• _Work to be completed_
Every line below is to be given again precisely; images are to be left out.

Stored data entries
#####

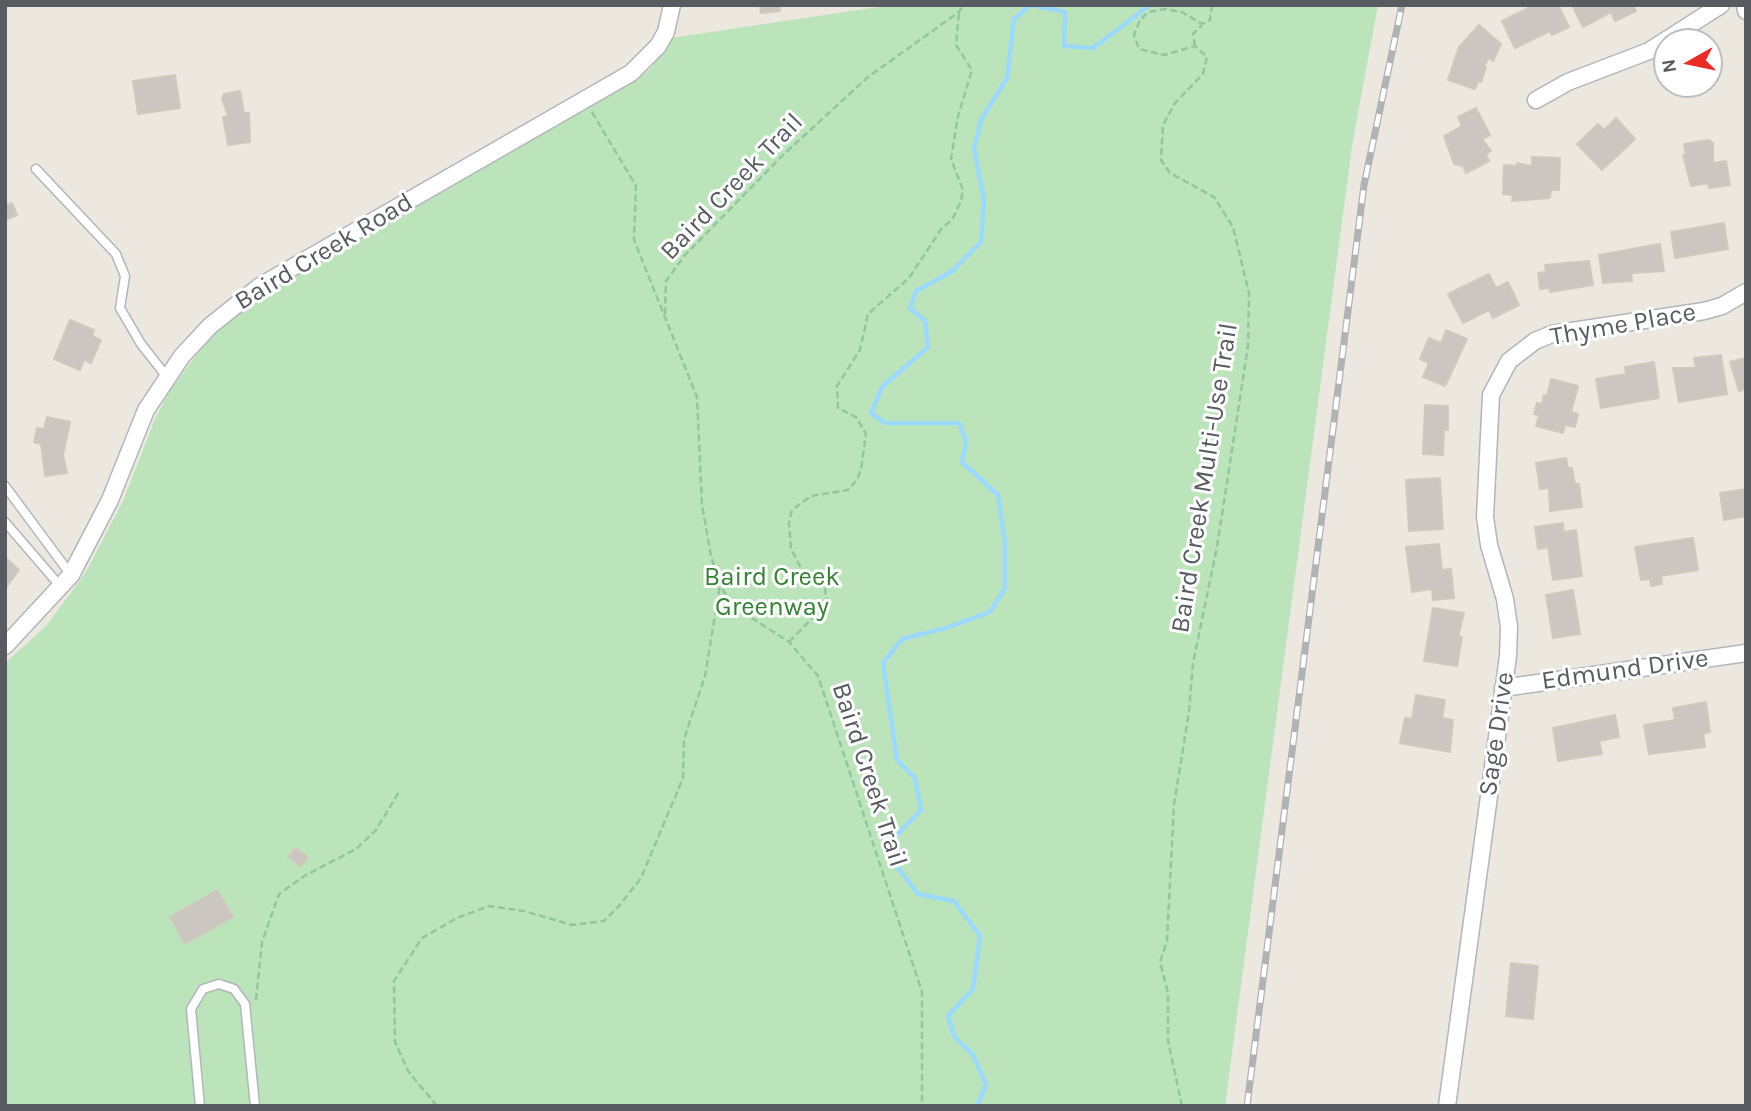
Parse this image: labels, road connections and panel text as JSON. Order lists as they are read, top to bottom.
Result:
{
  "streets": {
    "street": [
      "Baird Creek Road",
      "Thyme Place",
      "Edmund Drive",
      "Sage Drive"
    ],
    "path": ["Baird Creek Trail", "Baird Creek Multi-Use Trail"]
  },
  "crossings": [
    ["Thyme Place", "Sage Drive"],
    ["Edmund Drive", "Sage Drive"]
  ],
  "parks": ["Baird Creek Greenway"],
  "north": "left"
}
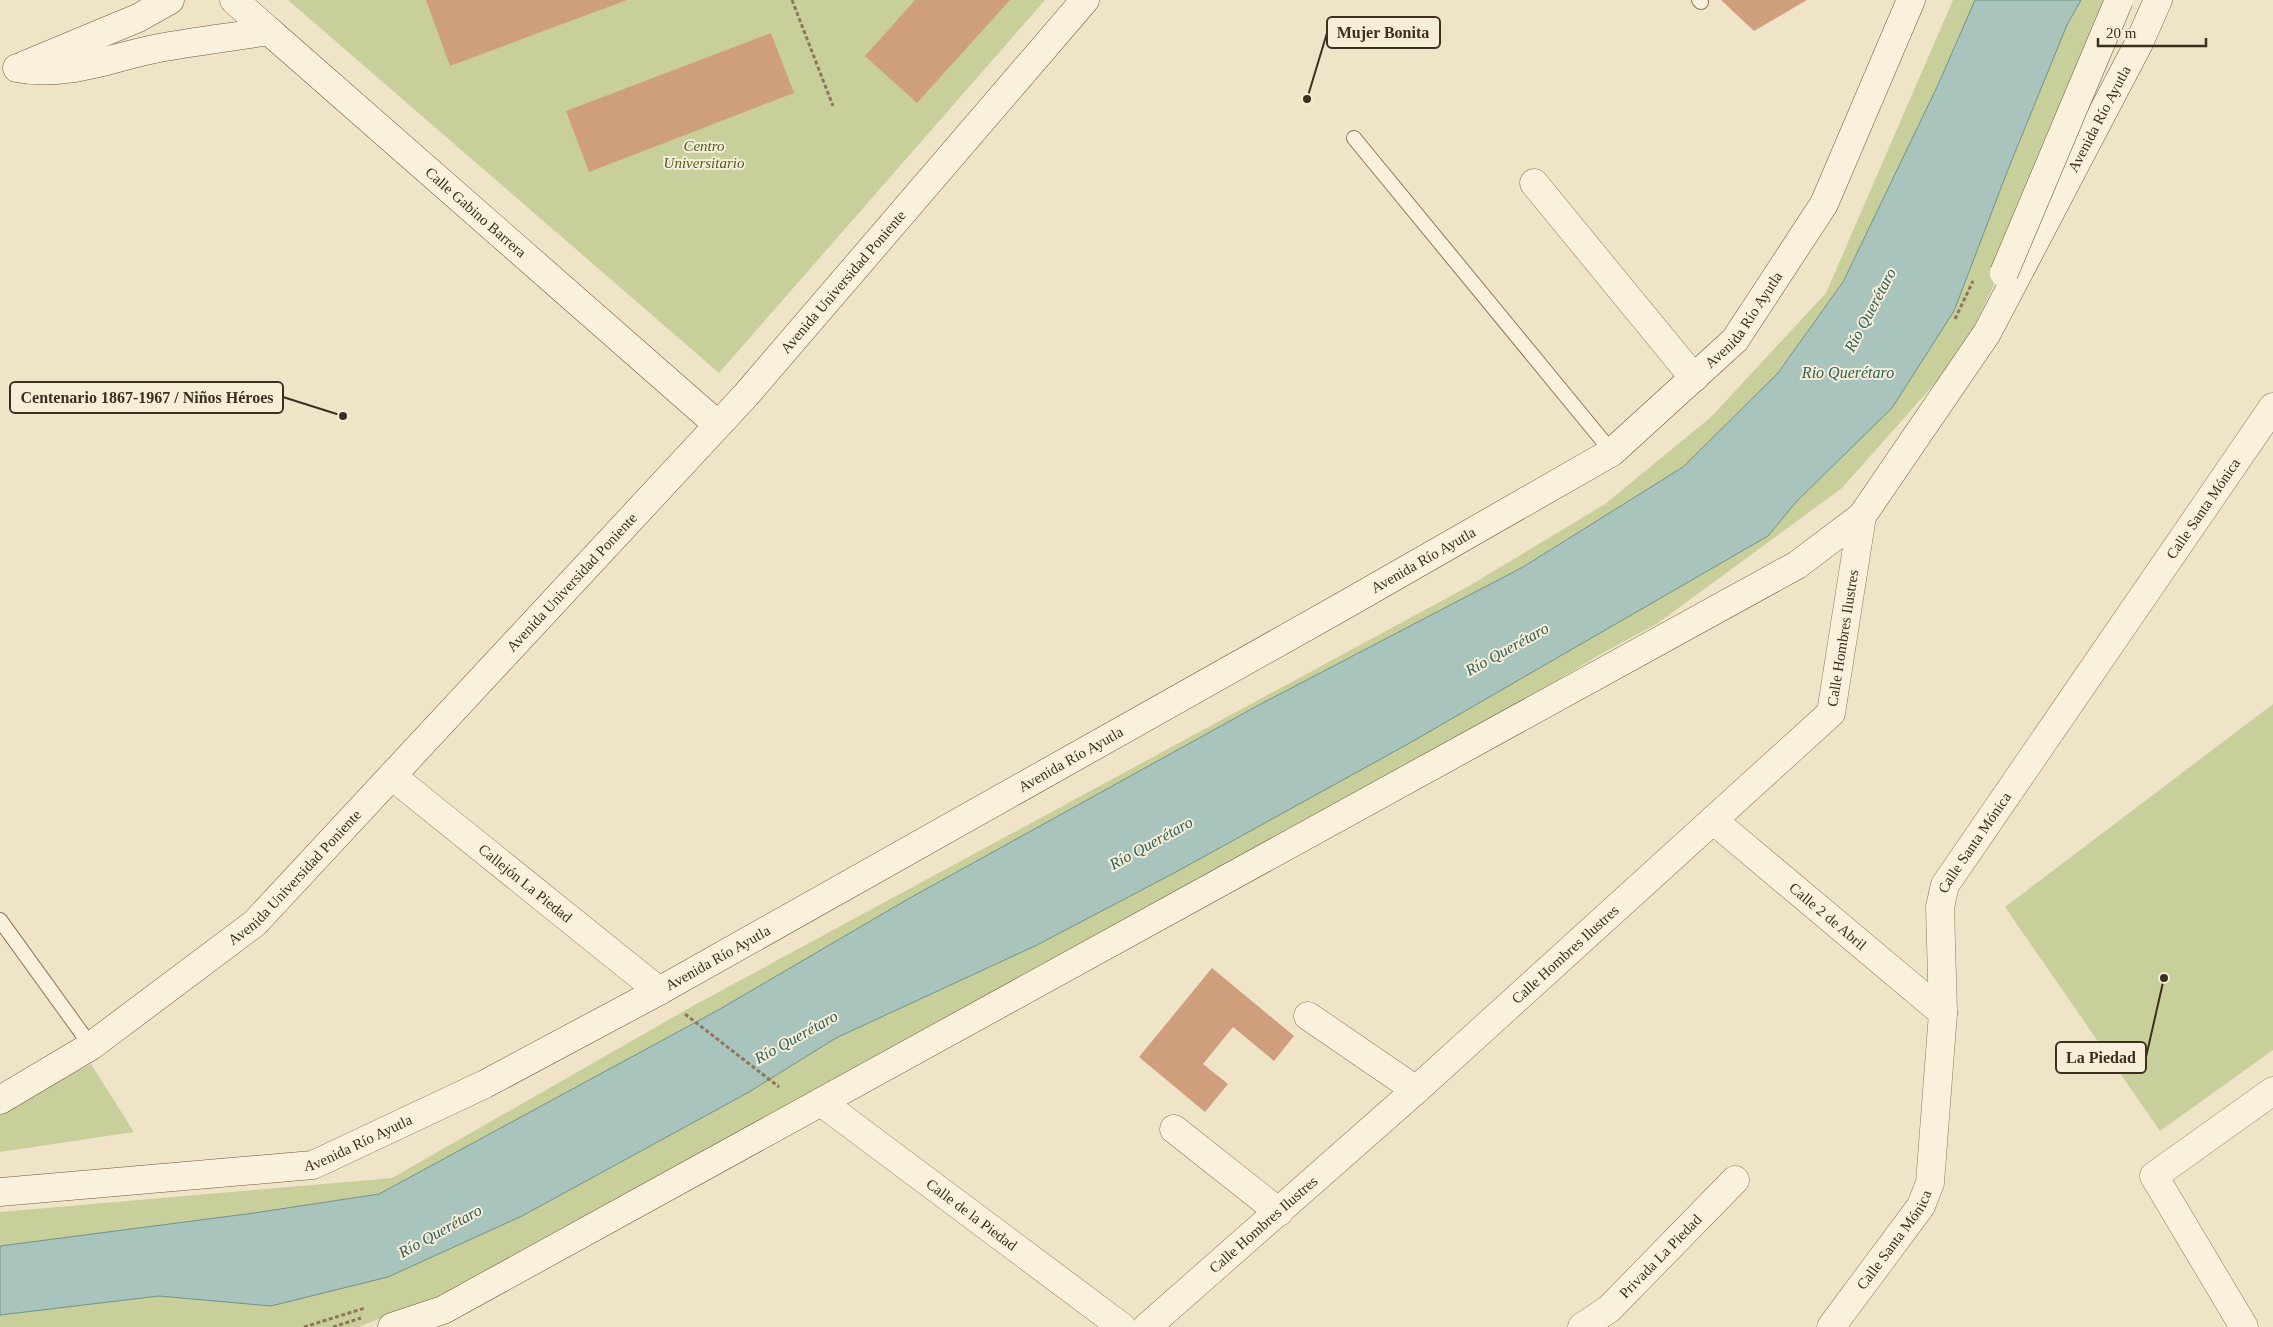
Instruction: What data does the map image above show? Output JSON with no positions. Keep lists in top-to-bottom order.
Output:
{
  "streets": {
    "street": [
      "Avenida Río Ayutla",
      "Calle Gabino Barrera",
      "Avenida Universidad Poniente",
      "Calle Santa Mónica",
      "Calle Hombres Ilustres",
      "Callejón La Piedad",
      "Calle 2 de Abril",
      "Calle de la Piedad",
      "Privada La Piedad"
    ]
  },
  "crossings": [
    ["Avenida Río Ayutla", "Calle Hombres Ilustres"],
    ["Avenida Río Ayutla", "Callejón La Piedad"],
    ["Avenida Río Ayutla", "Calle de la Piedad"],
    ["Calle Gabino Barrera", "Avenida Universidad Poniente"],
    ["Avenida Universidad Poniente", "Callejón La Piedad"],
    ["Calle Santa Mónica", "Calle 2 de Abril"],
    ["Calle Hombres Ilustres", "Calle 2 de Abril"]
  ],
  "water": ["Río Querétaro", "Rio Querétaro"],
  "parks": ["Centro Universitario"],
  "places": ["Mujer Bonita", "Centenario 1867-1967 / Niños Héroes", "La Piedad"],
  "scale_bar": "20 m"
}
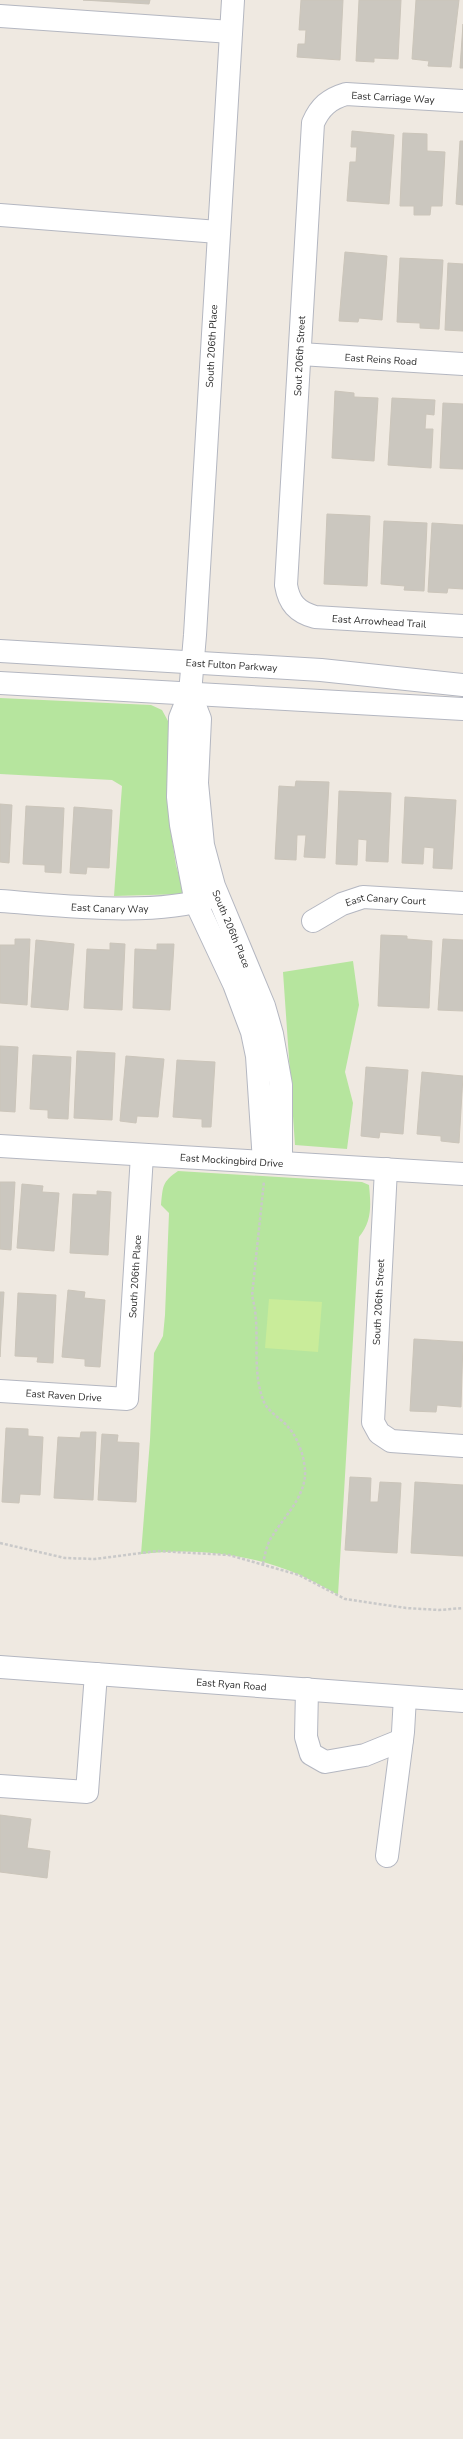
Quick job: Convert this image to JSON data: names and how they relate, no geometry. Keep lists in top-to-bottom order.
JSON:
{
  "streets": {
    "street": [
      "East Carriage Way",
      "South 206th Place",
      "Sout 206th Street",
      "East Reins Road",
      "East Arrowhead Trail",
      "East Fulton Parkway",
      "East Canary Court",
      "East Canary Way",
      "East Mockingbird Drive",
      "South 206th Street",
      "East Raven Drive",
      "East Ryan Road"
    ]
  },
  "crossings": [
    ["East Carriage Way", "Sout 206th Street"],
    ["South 206th Place", "East Fulton Parkway"],
    ["South 206th Place", "East Canary Way"],
    ["South 206th Place", "East Mockingbird Drive"],
    ["South 206th Place", "East Raven Drive"],
    ["Sout 206th Street", "East Reins Road"],
    ["Sout 206th Street", "East Arrowhead Trail"],
    ["East Mockingbird Drive", "South 206th Street"]
  ]
}
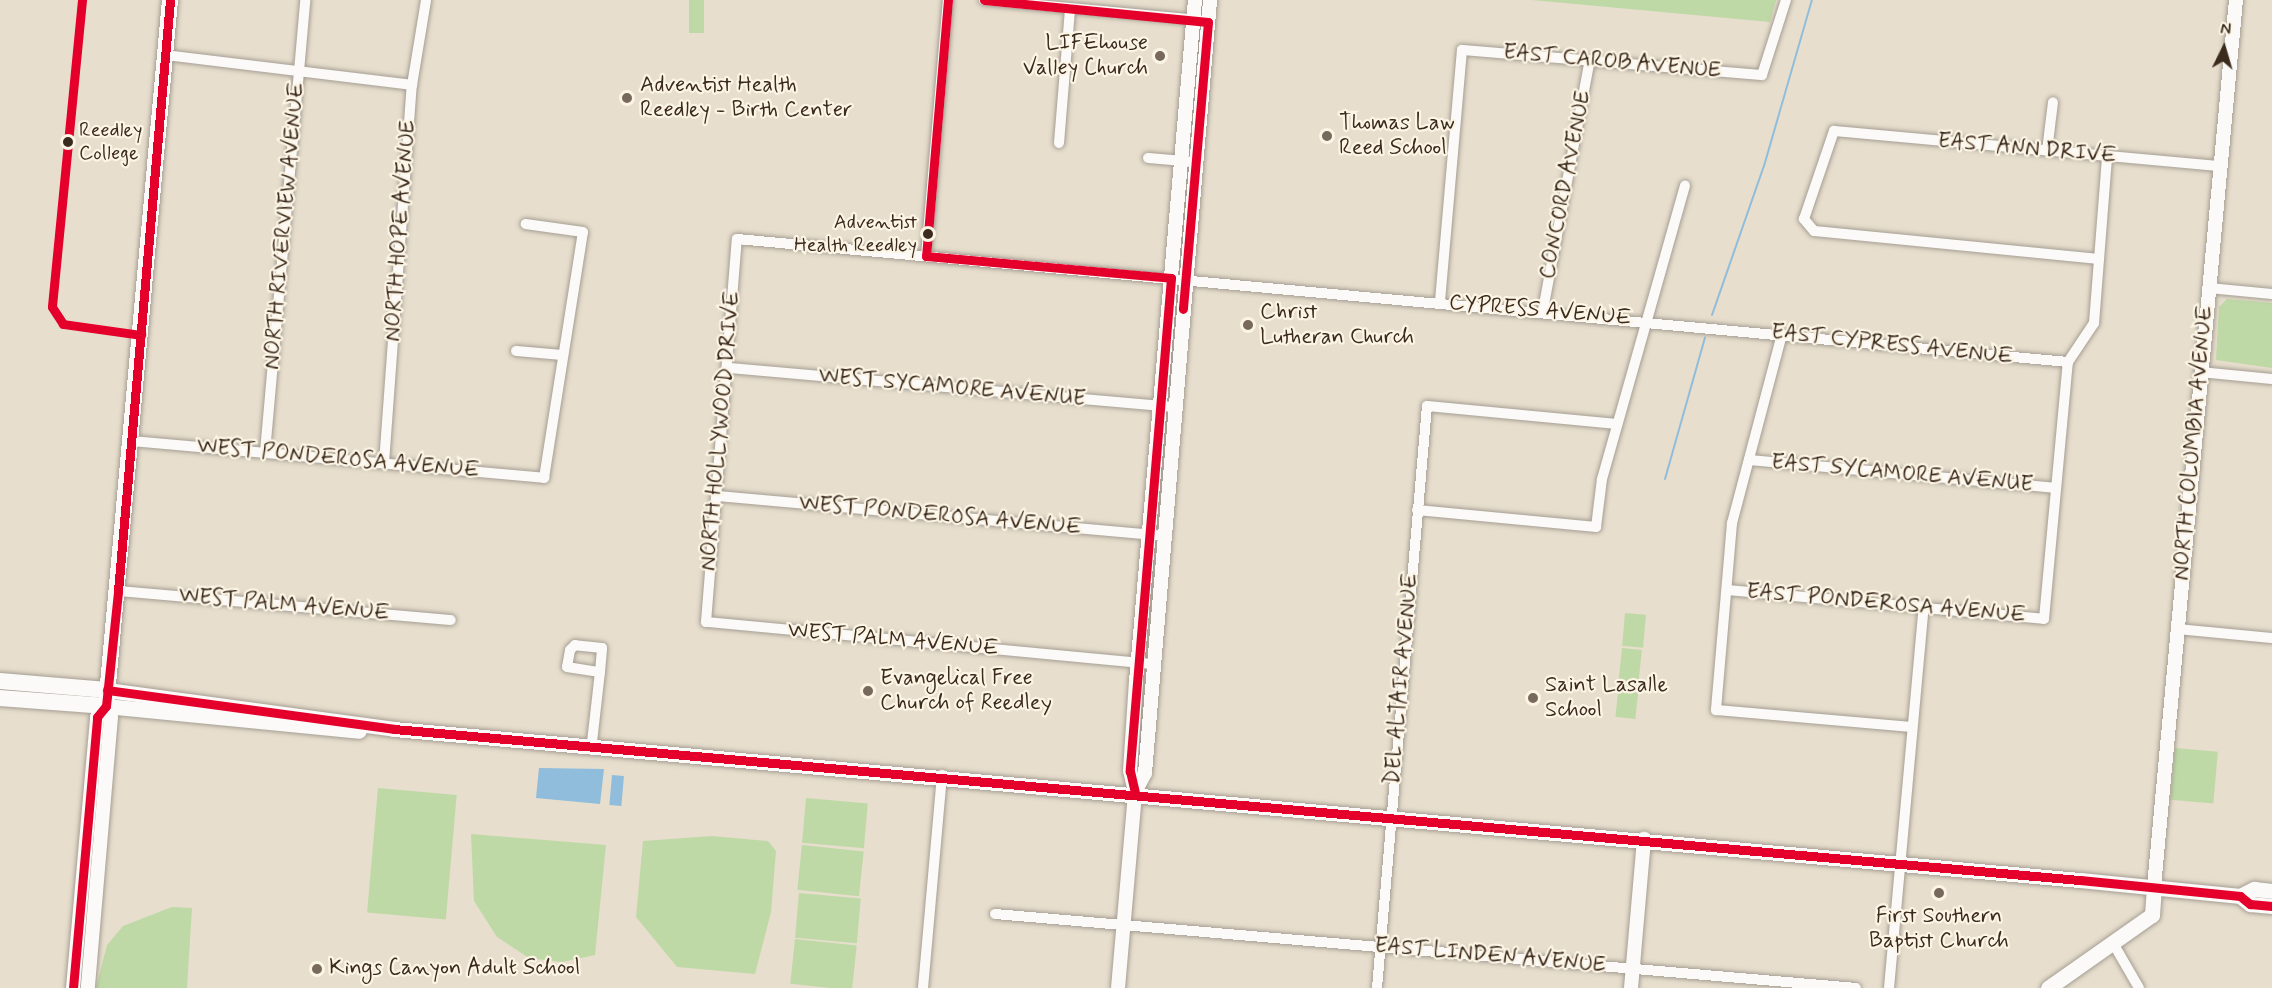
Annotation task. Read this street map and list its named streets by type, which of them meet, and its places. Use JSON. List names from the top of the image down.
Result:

#####

• _Exercise answer_
Parse this image: labels, road connections and panel text as JSON. Order lists as they are read, top to bottom.
Result:
{
  "streets": {
    "street": [
      "Baird Creek Road",
      "Thyme Place",
      "Edmund Drive",
      "Sage Drive"
    ],
    "path": ["Baird Creek Trail", "Baird Creek Multi-Use Trail"]
  },
  "crossings": [
    ["Thyme Place", "Sage Drive"],
    ["Edmund Drive", "Sage Drive"]
  ],
  "parks": ["Baird Creek Greenway"],
  "north": "left"
}
Instruction: What data does the map image above show? Output JSON with no positions. Keep lists in top-to-bottom order.
Output:
{
  "streets": {
    "street": [
      "Avenida Río Ayutla",
      "Calle Gabino Barrera",
      "Avenida Universidad Poniente",
      "Calle Santa Mónica",
      "Calle Hombres Ilustres",
      "Callejón La Piedad",
      "Calle 2 de Abril",
      "Calle de la Piedad",
      "Privada La Piedad"
    ]
  },
  "crossings": [
    ["Avenida Río Ayutla", "Calle Hombres Ilustres"],
    ["Avenida Río Ayutla", "Callejón La Piedad"],
    ["Avenida Río Ayutla", "Calle de la Piedad"],
    ["Calle Gabino Barrera", "Avenida Universidad Poniente"],
    ["Avenida Universidad Poniente", "Callejón La Piedad"],
    ["Calle Santa Mónica", "Calle 2 de Abril"],
    ["Calle Hombres Ilustres", "Calle 2 de Abril"]
  ],
  "water": ["Río Querétaro", "Rio Querétaro"],
  "parks": ["Centro Universitario"],
  "places": ["Mujer Bonita", "Centenario 1867-1967 / Niños Héroes", "La Piedad"],
  "scale_bar": "20 m"
}
Quick job: Convert this image to JSON data: names and how they relate, no geometry. Keep lists in top-to-bottom order.
JSON:
{
  "streets": {
    "street": [
      "East Carriage Way",
      "South 206th Place",
      "Sout 206th Street",
      "East Reins Road",
      "East Arrowhead Trail",
      "East Fulton Parkway",
      "East Canary Court",
      "East Canary Way",
      "East Mockingbird Drive",
      "South 206th Street",
      "East Raven Drive",
      "East Ryan Road"
    ]
  },
  "crossings": [
    ["East Carriage Way", "Sout 206th Street"],
    ["South 206th Place", "East Fulton Parkway"],
    ["South 206th Place", "East Canary Way"],
    ["South 206th Place", "East Mockingbird Drive"],
    ["South 206th Place", "East Raven Drive"],
    ["Sout 206th Street", "East Reins Road"],
    ["Sout 206th Street", "East Arrowhead Trail"],
    ["East Mockingbird Drive", "South 206th Street"]
  ]
}
Annotation task. Read this street map and list its named streets by type, which of them meet, and its places. Use JSON. List names from the top of the image down.
Result:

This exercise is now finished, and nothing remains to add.